Tuesday, May 22, 2012

What does it mean to say "This motion is fair"?

I didn't intend to start writing this post; my original line of thought was that it should be possible to devise a rigorous statistical test of motion fairness.  But it quickly became clear that, even though almost all debaters describe motions as "fair" or "unfair" in ordinary speech, and even though there are some agreed conventions for the use of these words, it is not at all clear that we know what we mean.


I'll present a series of intuitive definitions, and exhibit the problems with each:
(1) A motion is fair if teams in every position have an equal chance of winning.
Of course, this may not hold between teams of wildly differing skill levels, so we'd better modify this  to:
(2) A motion is fair if teams of equal skill level in every position have an equal chance of winning.
Using definition (2), or indeed, anything like it, suggests a problem that should be familiar to everyone who has set motions for a debating competition.  Motions can only be fair or unfair relative to the set of debaters expected to be debating them.  Anecdotal evidence suggests that many conceptually advanced motions (e.g. THBT the state should pay reparations to women.) may give all teams an equal shot at winning when all the teams in question are excellent debaters.  However, those same motions may be much harder for one side when debated between novices.  In some cases, this is because of a conceptual bar that teams must leap before being able to engage in the debate proper.  In other cases, it's because a certain level of rhetorical faculty is simply necessary to make some kinds of arguments convincing.  In any case, this is a problem not just with definition (2), but with any definition of fairness that is tied to outcomes between teams of equal skill.

(To take an extreme case, consider this counterexample:  "THBT the number of primes is infinite." is incredibly prop-weighted among teams with a grasp of number theory.  But anyone who can, with no prior instruction, discover the proof of this during a debate, is a very smart person.)

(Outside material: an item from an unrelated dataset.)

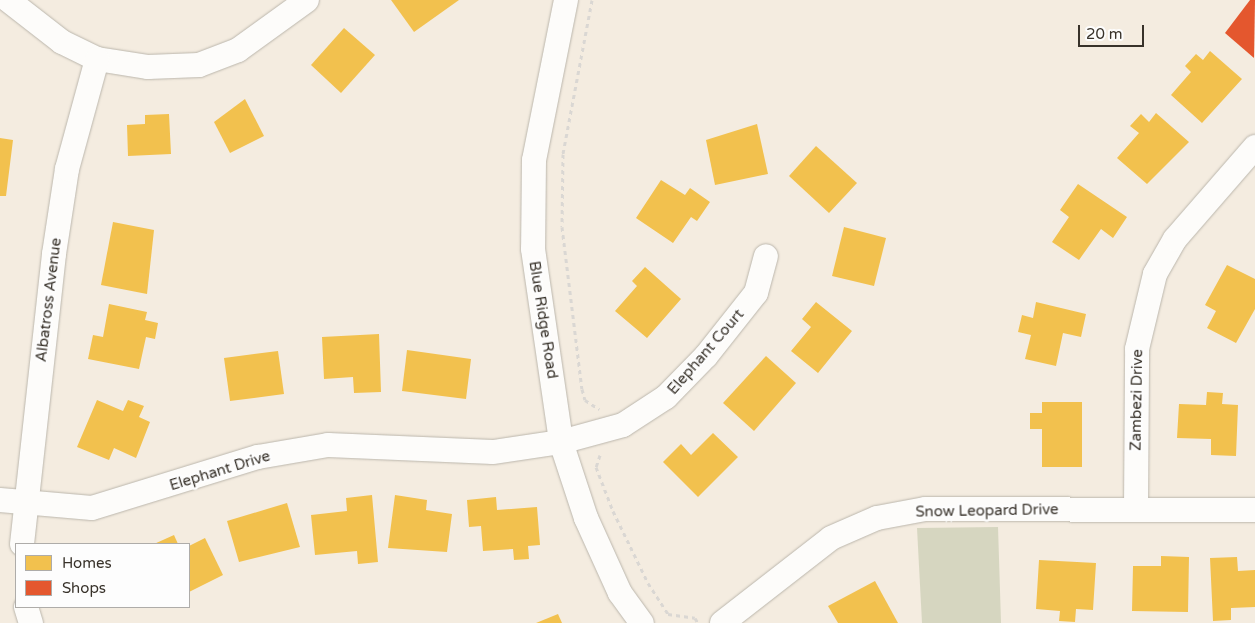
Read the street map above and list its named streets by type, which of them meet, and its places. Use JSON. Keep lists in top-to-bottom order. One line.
{"streets":{"street":["Albatross Avenue","Blue Ridge Road","Elephant Court","Zambezi Drive","Elephant Drive","Snow Leopard Drive"]},"crossings":[["Albatross Avenue","Elephant Drive"],["Blue Ridge Road","Elephant Court"],["Blue Ridge Road","Elephant Drive"],["Elephant Court","Elephant Drive"],["Zambezi Drive","Snow Leopard Drive"]],"legend":["Homes","Shops"],"scale_bar":"20 m"}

The more pressing problem with (2) is this counterexample:  Suppose all teams were equally likely to come first on a motion ("THBT colourless green ideas should sleep furiously."), but that this was because of a quirk: The motion admits a devastating counter-prop ("Green ideas should drink chai latte to calm down before going to sleep; this will be good for society, and for the soul.").  Opening opp teams discover this counter-prop 25% of the time, and storm to victory.  The other 75% of the time, they come fourth.  The motion clearly is not fair; which suggests the following revision:
(3) A motion is fair if teams of equal skill level in every position have the same expected number of team points.
This gets closer to the right thought; certainly it seems like a necessary (if not sufficient) condition for fairness that teams of equal skill levels have the same ex ante expectation of their position; that is to say, each team expects to get a mean of 1.5 team points from the debate.  But even that is not sufficient.  What if the motion is such that Opening Proposition teams reliable come 2nd or 3rd, but almost never come 1st or 4th?  Is that motion fair?  Perhaps we care not just that the outcomes have equal means, but also equal variances.  And the maths geek in me says:  If we care about the first and second moments of the distribution, why not even more?  How about we demand that the probability distribution over each position's outcomes have the same skewness and kurtosis?  All this suggests another definition:

(4) A motion is fair if teams of equal skill level in every position have the same probability of coming first, second, third, or fourth.
This is open to the following counterargument: If definition (4) is correct, then almost all motions in any debating tournament ever are "unfair".  But since we quite often describe motions as "fair", it seems that definition (4) is defining a concept quite different from what we mean when we colloquially say that a motion is "fair".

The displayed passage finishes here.